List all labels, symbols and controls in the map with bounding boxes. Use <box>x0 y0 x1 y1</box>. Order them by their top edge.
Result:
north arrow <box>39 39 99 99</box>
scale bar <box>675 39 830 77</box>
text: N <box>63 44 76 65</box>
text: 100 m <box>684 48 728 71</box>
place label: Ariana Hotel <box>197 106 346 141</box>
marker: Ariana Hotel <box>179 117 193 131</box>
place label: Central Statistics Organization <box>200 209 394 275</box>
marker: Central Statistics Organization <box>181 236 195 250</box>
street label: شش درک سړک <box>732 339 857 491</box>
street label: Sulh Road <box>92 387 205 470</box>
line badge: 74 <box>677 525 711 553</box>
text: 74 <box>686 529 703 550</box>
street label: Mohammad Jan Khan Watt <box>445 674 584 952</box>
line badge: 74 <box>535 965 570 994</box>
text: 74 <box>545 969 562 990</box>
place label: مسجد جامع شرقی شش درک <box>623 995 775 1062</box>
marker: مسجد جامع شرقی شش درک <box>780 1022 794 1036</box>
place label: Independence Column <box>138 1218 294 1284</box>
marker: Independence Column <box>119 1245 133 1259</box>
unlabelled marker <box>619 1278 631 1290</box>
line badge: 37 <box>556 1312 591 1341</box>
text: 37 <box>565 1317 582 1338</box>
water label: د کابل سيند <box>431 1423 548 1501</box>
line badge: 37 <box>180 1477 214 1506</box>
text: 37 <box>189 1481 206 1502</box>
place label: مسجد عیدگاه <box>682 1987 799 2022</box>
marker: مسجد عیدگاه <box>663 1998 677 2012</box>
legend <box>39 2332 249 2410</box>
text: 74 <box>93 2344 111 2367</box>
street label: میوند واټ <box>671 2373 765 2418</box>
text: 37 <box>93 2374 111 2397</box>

________________________________________

**WORK INSTRUCTION**
In the records above, some lines hold the word "street"; copy each such line.

**SOLUTION FOR THIS PROBLEM**
street label: شش درک سړک <box>732 339 857 491</box>
street label: Sulh Road <box>92 387 205 470</box>
street label: Mohammad Jan Khan Watt <box>445 674 584 952</box>
street label: میوند واټ <box>671 2373 765 2418</box>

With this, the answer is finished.